The idea that brightness is evolutionarily precedent to hue as the basis for color terms is taken up by Casson in regards to English. He finds that "Old English" [c. 600-1150] color terms that had pure brightness senses became obsolete or lost their brightness senses in the Middle English period [c. 1150-1500]" (224), while "Old English terms that had hue senses, even those whose hue senses were very minor, survived into the Modern English period and in the process experienced a shift in color emphasis from brightness to hue" (225). An example of the former is torht ‘light, luminous’ which is obsolete, and salu ‘dark, dark-colored, dusky’ which survived as sallow ‘sickly yellow, pallid’ (225-226). As color vocabulary shifted to focus on hue, secondary (i.e., non-basic) color terms began to appear. Secondary terms are coined by metonymy, the semantic transfer of the name of an object to refer to the color of the object.

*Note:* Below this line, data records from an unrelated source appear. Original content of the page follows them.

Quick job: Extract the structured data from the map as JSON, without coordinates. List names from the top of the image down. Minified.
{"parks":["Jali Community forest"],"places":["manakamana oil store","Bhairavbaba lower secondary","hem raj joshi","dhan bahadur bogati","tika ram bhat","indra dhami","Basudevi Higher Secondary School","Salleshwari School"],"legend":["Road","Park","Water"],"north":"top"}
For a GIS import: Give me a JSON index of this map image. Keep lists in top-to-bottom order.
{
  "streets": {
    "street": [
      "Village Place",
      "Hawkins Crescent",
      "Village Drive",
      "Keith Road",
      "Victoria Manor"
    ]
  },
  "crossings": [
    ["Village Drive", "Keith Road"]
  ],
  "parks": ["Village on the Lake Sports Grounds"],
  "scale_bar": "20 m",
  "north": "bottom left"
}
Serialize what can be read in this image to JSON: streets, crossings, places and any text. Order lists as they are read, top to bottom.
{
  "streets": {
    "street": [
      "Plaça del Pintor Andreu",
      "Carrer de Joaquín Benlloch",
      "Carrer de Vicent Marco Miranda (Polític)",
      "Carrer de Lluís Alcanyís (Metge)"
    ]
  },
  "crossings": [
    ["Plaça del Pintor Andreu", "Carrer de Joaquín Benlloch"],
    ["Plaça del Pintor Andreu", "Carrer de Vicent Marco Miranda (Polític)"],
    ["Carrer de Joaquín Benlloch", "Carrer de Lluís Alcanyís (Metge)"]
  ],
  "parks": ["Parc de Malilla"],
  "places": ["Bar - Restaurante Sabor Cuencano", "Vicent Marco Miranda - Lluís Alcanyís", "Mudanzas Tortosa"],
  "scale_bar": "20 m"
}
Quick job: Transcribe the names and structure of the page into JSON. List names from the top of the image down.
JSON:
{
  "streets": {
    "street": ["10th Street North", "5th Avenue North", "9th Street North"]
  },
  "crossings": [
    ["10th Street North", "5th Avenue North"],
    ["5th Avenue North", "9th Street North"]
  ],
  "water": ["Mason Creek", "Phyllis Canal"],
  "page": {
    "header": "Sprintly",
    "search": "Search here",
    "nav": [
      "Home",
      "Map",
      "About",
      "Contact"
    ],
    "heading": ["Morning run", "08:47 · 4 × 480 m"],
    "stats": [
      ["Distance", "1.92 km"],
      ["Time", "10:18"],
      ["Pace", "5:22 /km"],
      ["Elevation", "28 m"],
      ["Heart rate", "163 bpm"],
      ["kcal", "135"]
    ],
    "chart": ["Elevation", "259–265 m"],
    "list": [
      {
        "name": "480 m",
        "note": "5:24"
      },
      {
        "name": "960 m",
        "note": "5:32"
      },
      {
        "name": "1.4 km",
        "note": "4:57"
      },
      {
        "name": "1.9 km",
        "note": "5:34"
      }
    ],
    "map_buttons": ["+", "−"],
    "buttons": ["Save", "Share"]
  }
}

The earliest secondary terms appeared in late Middle English, contemporary with the rise of the textile industry; there is a smaller metonymic distance from a dyestuff to the color it produces than from some other object to the color that describes it, e.g. crimson, indigo vs. lemon, coffee. Secondary color terms may be transparent, as fawn, salmon, pearl, coral, or opaque, as buff, puce, vermilion, once the names of animals or animal products (233). Metonymy is still at work in the coining of secondary color terms today: transparent color–object relationships may be inserted unremarkably in speech, such as She tried to dye her shirt orange, but it turned out more like manila envelope. The transition from transparence to opacity of terms over time is evidenced in the names of Crayola crayons: how many kids learn what color a cornflower is by coloring with the crayon of that name, versus the number able to pick cornflower out of the box because they’ve seen a cornflower? Colors like mulberry, maize, and raw umber are retired in favor of kid-friendly modern referents like macaroni and cheese, denim, and cotton candy (http://www.crayola.com/colorcensus/history/chronology.cfm).

Most of the world’s languages do not have crayons with color names printed on them; technological advances like dyeing are the measures of cultural complexity that predict the number of basic color terms a language will encode. Linguistic and psychological categorization of color has been studied intensely since Berlin and Kay’s groundbreaking work of 1969, but much research supports the model of dissolution of large regions of the color continuum into smaller ones with basic evolutionary trends such as the precedence of brightness divisions to hue divisions, formalized in Berlin and Kay as the black and white of two-term systems, in Rosch as the dissolution of warm and cool channels, and in Casson as the diachronic semantic shift of specific English terms.

Works Cited

Berlin, B., and P. Kay 1969. Basic Color Terms: Their Universality and Evolution. Berkeley and Los Angeles: University of California Press.
Crayola Crayon Chronology, <http://www.crayola.com/colorcensus/history/chronology.cfm>
Hardin, C. L., and L. Maffi, eds. 1997. Color Categories in Thought and Language. Cambridge: University Press.

Further References

Bromley, M. 1967. "The Linguistic Relationships of Grand Valley Dani: A Lexicostatistical Classification." Oceania 37:286-308.
Heider, E. R. 1972a. "Universals in color naming and memory." Journal of Experimental Psychology 93:1-20.
Heider, E.R. 1972b. "Probabilities, sampling and ethnographic method: the case of Dani colour names." Man 7:448-466.
Post, R. H. 1962. "Population Differences in Vision Acuity. A review with speculative notes on selection relaxation." Eugenics Quarterly 9.4:189-212.
Pullum, G. K. 1991. The Great Eskimo Vocabulary Hoax. Chicago: University of Chicago Press.